In a homosexual male couple, being gay shows signs of weakness, and submissiveness. For some black men positioning themselves in a submissive position to be dominated, or “Fucked in the ass”, shows or proves that they aren’t men. But in fact, that they are women, which is demeaning and embarrassing. Homosexuality is a savage act, something that wild caged animals act on. In slavery days, black men were looked at as savages, and less then. Now, in today’s world, they are still fighting to correct that stigma. Acting in a non-masculine, savage way defeats the purpose. They have the view as, “I AM MAN!” Look at my offspring. In a homosexual couple, the chances of having offspring are slim to none. A man isn’t a man in some people’s eyes, unless he can provide a woman with what she needs to produce him children to inherit his name.

As in a lot of African American families, I was raised in a Christian household. I love my faith, and I’d never abandon it. I do have to admit that I don’t agree with some of the rules that are attached. African-Americans are among the most religiously committed American ethnic groups. The ancient Egyptians, Greeks, and Romans were generally accepting of homosexual behavior within certain contexts. Egyptian religion was filled with tales of adultery, incest, homosexuality and masturbation… with hints of necrophilia.

Hinduism and Buddhism tend to view homosexuality primarily from the standpoint of its karmic effects. Jewish, Christian, Sikh, and Muslim cultures have generally perceived homosexual behavior as sinful. African Americans are more likely than the general population to interpret the Bible literally and believe in God with absolute certainty, which is how I was raised. You never questioned the Bible. But as someone who is confused, I find myself questioning it, but only in the sexual orientation aspect. Knowing how committed African Americans are to their religion makes sense that many black Christians take the Apostle Paul at his word when Paul portrays homosexuality as an act of depravity and perversion in his letter to the Romans.

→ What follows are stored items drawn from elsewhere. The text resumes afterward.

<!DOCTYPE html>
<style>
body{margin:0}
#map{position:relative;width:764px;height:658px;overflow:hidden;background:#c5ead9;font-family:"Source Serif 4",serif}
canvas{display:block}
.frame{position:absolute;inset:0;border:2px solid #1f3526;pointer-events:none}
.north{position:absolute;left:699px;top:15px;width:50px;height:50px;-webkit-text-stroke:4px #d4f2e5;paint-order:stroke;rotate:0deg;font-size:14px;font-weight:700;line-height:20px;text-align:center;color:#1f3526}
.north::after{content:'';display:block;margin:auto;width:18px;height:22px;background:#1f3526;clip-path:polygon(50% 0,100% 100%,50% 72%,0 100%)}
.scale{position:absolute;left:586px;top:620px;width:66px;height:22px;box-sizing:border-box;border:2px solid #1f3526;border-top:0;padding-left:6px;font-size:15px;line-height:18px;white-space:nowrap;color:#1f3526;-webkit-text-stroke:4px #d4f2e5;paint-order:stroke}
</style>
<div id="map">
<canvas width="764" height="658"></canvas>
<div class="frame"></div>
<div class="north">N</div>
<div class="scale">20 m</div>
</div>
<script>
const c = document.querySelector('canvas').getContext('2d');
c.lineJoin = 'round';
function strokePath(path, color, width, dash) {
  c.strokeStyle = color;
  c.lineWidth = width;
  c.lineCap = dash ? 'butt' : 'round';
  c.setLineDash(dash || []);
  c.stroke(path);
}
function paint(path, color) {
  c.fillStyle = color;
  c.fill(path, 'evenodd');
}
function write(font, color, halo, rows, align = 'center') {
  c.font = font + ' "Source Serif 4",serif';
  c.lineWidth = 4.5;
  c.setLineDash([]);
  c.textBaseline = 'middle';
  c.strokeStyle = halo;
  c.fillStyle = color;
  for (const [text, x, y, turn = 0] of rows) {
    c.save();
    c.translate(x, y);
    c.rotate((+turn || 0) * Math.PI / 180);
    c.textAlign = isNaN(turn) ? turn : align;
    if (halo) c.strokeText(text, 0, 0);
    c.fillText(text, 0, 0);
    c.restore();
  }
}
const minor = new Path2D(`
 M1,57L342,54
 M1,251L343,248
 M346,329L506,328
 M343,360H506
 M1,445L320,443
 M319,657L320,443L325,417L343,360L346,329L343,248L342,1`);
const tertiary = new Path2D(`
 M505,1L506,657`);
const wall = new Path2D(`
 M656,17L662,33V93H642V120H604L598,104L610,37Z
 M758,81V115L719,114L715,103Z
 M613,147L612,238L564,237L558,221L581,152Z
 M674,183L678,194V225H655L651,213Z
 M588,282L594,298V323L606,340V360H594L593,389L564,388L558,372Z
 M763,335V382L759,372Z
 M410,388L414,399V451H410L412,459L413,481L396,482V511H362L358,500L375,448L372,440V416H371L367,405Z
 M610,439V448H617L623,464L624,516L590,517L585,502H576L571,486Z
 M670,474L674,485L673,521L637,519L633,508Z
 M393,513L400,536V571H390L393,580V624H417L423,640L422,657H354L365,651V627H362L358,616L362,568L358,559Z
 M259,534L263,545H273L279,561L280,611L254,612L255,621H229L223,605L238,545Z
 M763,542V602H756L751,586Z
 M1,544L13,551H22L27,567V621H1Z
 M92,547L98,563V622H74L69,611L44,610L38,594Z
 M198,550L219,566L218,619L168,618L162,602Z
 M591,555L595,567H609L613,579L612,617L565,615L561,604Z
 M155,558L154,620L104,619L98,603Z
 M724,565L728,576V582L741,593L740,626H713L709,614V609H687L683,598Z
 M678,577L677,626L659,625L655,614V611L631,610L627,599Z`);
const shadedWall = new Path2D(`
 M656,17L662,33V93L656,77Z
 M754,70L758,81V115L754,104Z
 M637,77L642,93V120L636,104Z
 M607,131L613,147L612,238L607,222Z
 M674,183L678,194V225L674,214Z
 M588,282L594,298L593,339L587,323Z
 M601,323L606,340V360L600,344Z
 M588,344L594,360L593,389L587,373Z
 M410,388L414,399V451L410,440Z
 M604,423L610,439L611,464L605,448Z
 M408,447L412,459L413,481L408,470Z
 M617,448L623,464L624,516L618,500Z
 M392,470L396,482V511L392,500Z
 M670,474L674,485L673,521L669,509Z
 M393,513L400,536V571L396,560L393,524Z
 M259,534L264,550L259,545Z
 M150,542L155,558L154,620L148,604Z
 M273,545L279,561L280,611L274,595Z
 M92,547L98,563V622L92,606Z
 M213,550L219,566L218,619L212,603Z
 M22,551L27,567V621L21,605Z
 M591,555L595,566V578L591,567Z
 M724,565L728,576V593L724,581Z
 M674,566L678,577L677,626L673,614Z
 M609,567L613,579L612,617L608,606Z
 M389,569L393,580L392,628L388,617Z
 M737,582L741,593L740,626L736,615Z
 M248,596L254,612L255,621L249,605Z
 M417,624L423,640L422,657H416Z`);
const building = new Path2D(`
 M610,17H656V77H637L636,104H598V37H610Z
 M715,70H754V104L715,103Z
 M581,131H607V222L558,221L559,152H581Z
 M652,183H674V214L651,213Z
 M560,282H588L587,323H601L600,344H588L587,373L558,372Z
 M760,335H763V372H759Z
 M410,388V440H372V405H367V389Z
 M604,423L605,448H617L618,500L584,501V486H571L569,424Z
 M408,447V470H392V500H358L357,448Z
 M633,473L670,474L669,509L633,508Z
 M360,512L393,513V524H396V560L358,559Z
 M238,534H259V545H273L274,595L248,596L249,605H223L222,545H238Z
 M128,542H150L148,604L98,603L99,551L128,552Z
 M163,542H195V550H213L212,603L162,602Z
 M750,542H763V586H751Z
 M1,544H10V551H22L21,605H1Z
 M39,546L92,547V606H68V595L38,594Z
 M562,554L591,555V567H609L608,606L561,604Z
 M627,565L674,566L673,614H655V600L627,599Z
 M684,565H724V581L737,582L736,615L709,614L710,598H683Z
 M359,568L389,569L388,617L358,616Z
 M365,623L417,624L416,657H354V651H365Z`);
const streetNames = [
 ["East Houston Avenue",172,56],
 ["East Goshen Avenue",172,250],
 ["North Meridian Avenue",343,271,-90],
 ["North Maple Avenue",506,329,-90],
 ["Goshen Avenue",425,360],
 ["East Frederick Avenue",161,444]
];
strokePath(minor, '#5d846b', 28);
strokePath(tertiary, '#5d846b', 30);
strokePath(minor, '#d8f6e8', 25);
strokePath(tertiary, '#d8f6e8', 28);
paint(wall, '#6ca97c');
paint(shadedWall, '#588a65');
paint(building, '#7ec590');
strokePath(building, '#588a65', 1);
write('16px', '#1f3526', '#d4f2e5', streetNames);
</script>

When it boils down to it, homosexuality for most African Americans is a huge boiling pot of ignorance. Just like any other race, ignorant and blind religious following, breeds continuous ignorance. I don’t know what it is going to take for the black community to look at homosexuality in a different way. Although most of the world has progressed, it seems that with this subject no amount of pushing and shoving is going to change the views that have been imbedded in our DNA for over the past thousands of years. I’ve come to learn that nothing is going to change until God himself says that it is okay. Until then, I do continue to keep my sexuality from my family.

Attitudes and affective reactions to lesbian, gay, and bisexual (LGB) individuals are slowly improving in this country. As more lesbians and gays come forward, and people see them for the people they are, rather than the label, the level of acceptance has improved. Although, it is hardly universal.